Add to that a suggestion that the increased tax burden is actually pushing companies to adopt AI more readily, in an attempt to cut head count (and associated tax bills) following the Budget, and we could find that wealthy investors are able to benefit from the UK’s use of AI, whilst remaining outside the jurisdiction. The same is true of those working in the sector who do not need to be in the UK to develop AI which is ultimately ‘unleashed’ here.
The UK’s current framework for skilled immigration
Understanding the UK’s current immigration framework is vital in order to assess the present need for change.

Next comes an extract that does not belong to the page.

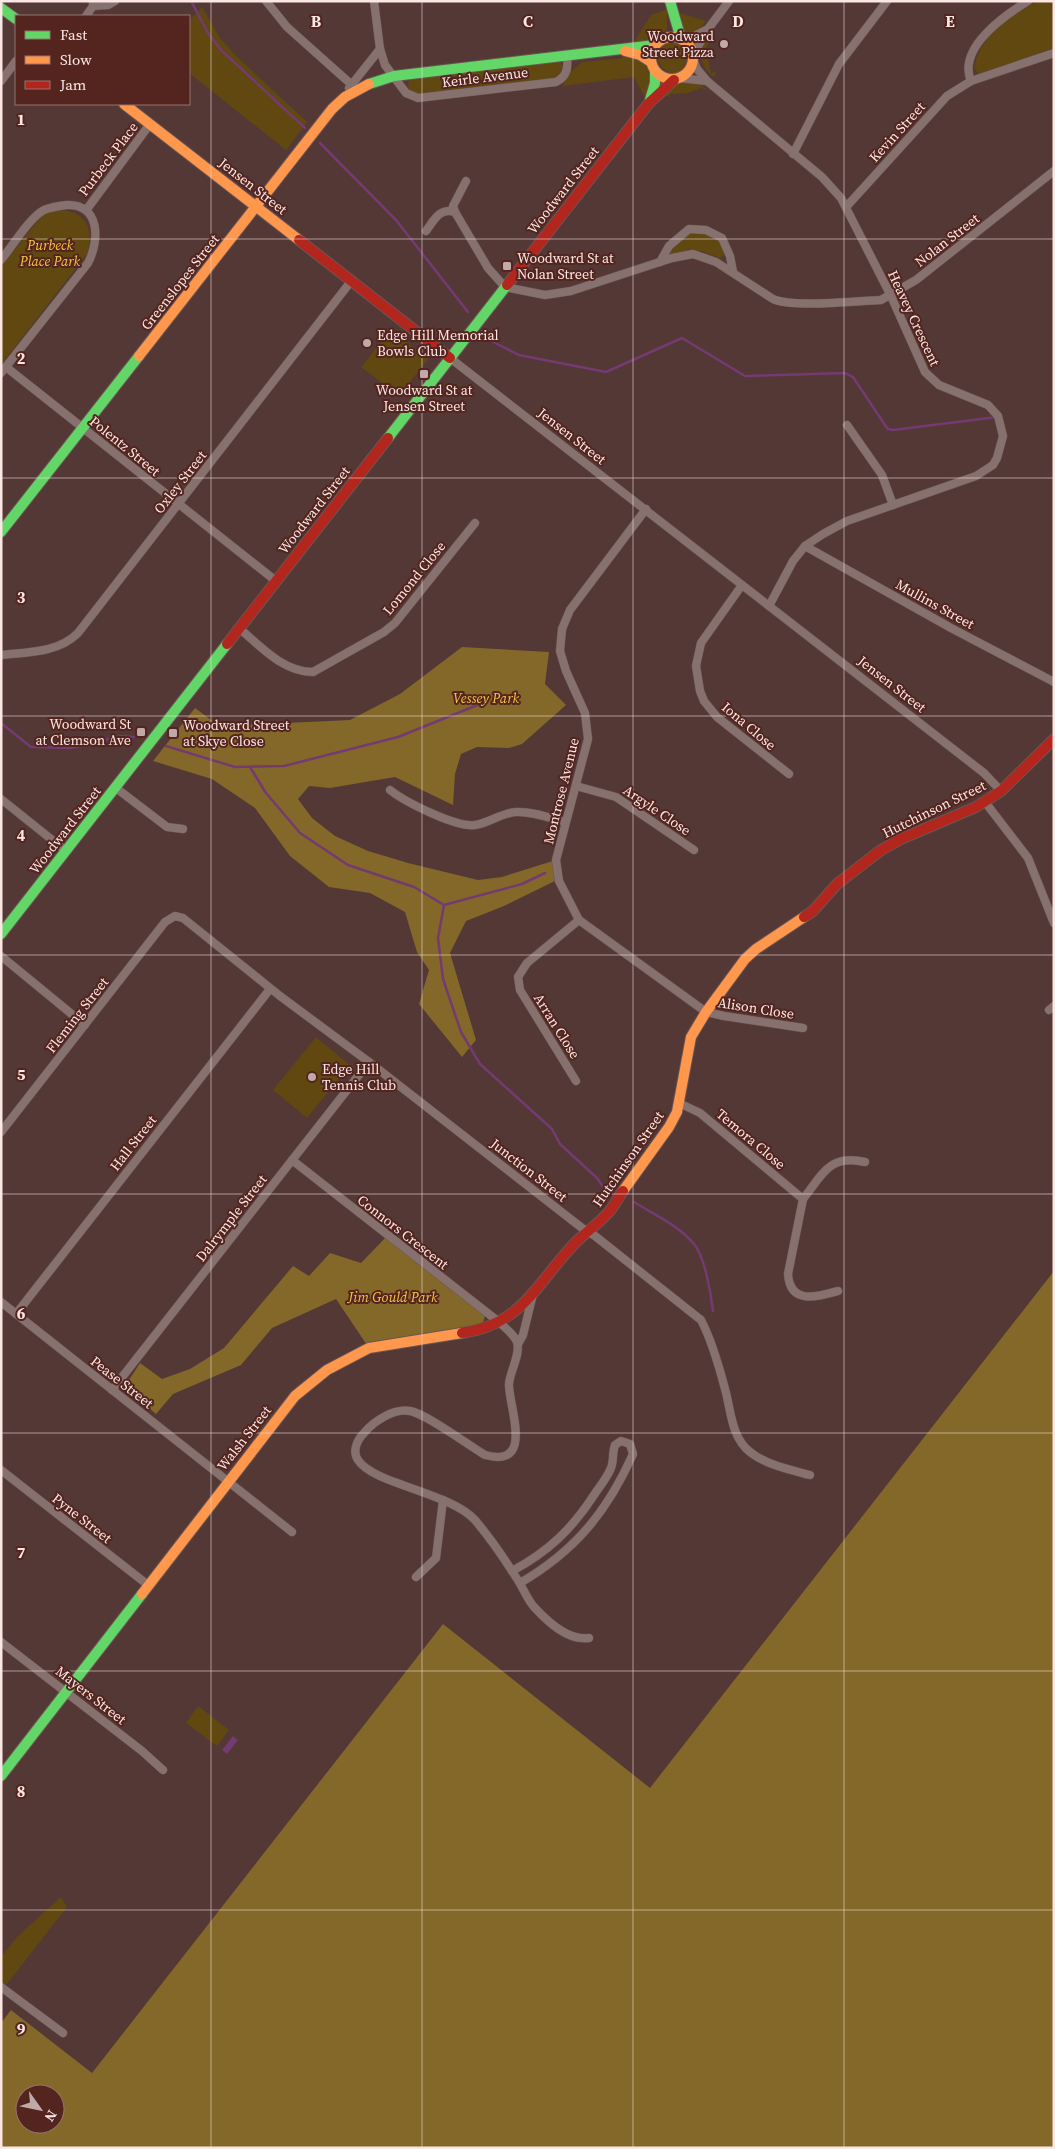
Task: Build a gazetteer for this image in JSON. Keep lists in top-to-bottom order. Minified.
{"streets":{"street":["Keirle Avenue","Kevin Street","Purbeck Place","Jensen Street","Woodward Street","Nolan Street","Greenslopes Street","Heavey Crescent","Polentz Street","Oxley Street","Lomond Close","Mullins Street","Iona Close","Montrose Avenue","Hutchinson Street","Argyle Close","Alison Close","Fleming Street","Arran Close","Temora Close","Hall Street","Junction Street","Dalrymple Street","Connors Crescent","Pease Street","Walsh Street","Pyne Street","Mayers Street"]},"crossings":[["Keirle Avenue","Woodward Street"],["Keirle Avenue","Greenslopes Street"],["Keirle Avenue","Heavey Crescent"],["Kevin Street","Heavey Crescent"],["Purbeck Place","Jensen Street"],["Purbeck Place","Polentz Street"],["Jensen Street","Woodward Street"],["Jensen Street","Greenslopes Street"],["Jensen Street","Heavey Crescent"],["Jensen Street","Oxley Street"],["Jensen Street","Iona Close"],["Jensen Street","Montrose Avenue"],["Jensen Street","Hutchinson Street"],["Woodward Street","Nolan Street"],["Woodward Street","Heavey Crescent"],["Woodward Street","Polentz Street"],["Woodward Street","Lomond Close"],["Nolan Street","Heavey Crescent"],["Greenslopes Street","Polentz Street"],["Heavey Crescent","Mullins Street"],["Polentz Street","Oxley Street"],["Montrose Avenue","Hutchinson Street"],["Montrose Avenue","Argyle Close"],["Montrose Avenue","Alison Close"],["Montrose Avenue","Arran Close"],["Hutchinson Street","Alison Close"],["Hutchinson Street","Temora Close"],["Hutchinson Street","Junction Street"],["Hutchinson Street","Walsh Street"],["Fleming Street","Junction Street"],["Hall Street","Junction Street"],["Hall Street","Pease Street"],["Junction Street","Dalrymple Street"],["Junction Street","Walsh Street"],["Dalrymple Street","Connors Crescent"],["Dalrymple Street","Pease Street"],["Connors Crescent","Walsh Street"],["Pease Street","Walsh Street"],["Walsh Street","Pyne Street"],["Walsh Street","Mayers Street"]],"parks":["Purbeck Place Park","Vessey Park","Jim Gould Park"],"places":{"other":["Woodward Street Pizza","Edge Hill Memorial Bowls Club","Edge Hill Tennis Club"],"transit":["Woodward St at Nolan Street","Woodward St at Jensen Street","Woodward St at Clemson Ave","Woodward Street at Skye Close"]},"legend":["Fast","Slow","Jam"],"north":"bottom right","grid":{"columns":["B","C","D","E"],"rows":["1","2","3","4","5","6","7","8","9"]}}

The High Potential Individual visa enables graduates from a list of top overseas universities to come to the UK for two years, or three if they hold a PhD. Crucially, however, the visa does not provide a route to permanent settlement and so visa holders must switch to a different status if they wish to remain in the UK.
The Government Authorised Exchange visa allows for a maximum of two years in the UK for work or study, but requires the sponsorship of an established company, or approved study through a list of schemes, and does not provide a route to permanent settlement beyond that.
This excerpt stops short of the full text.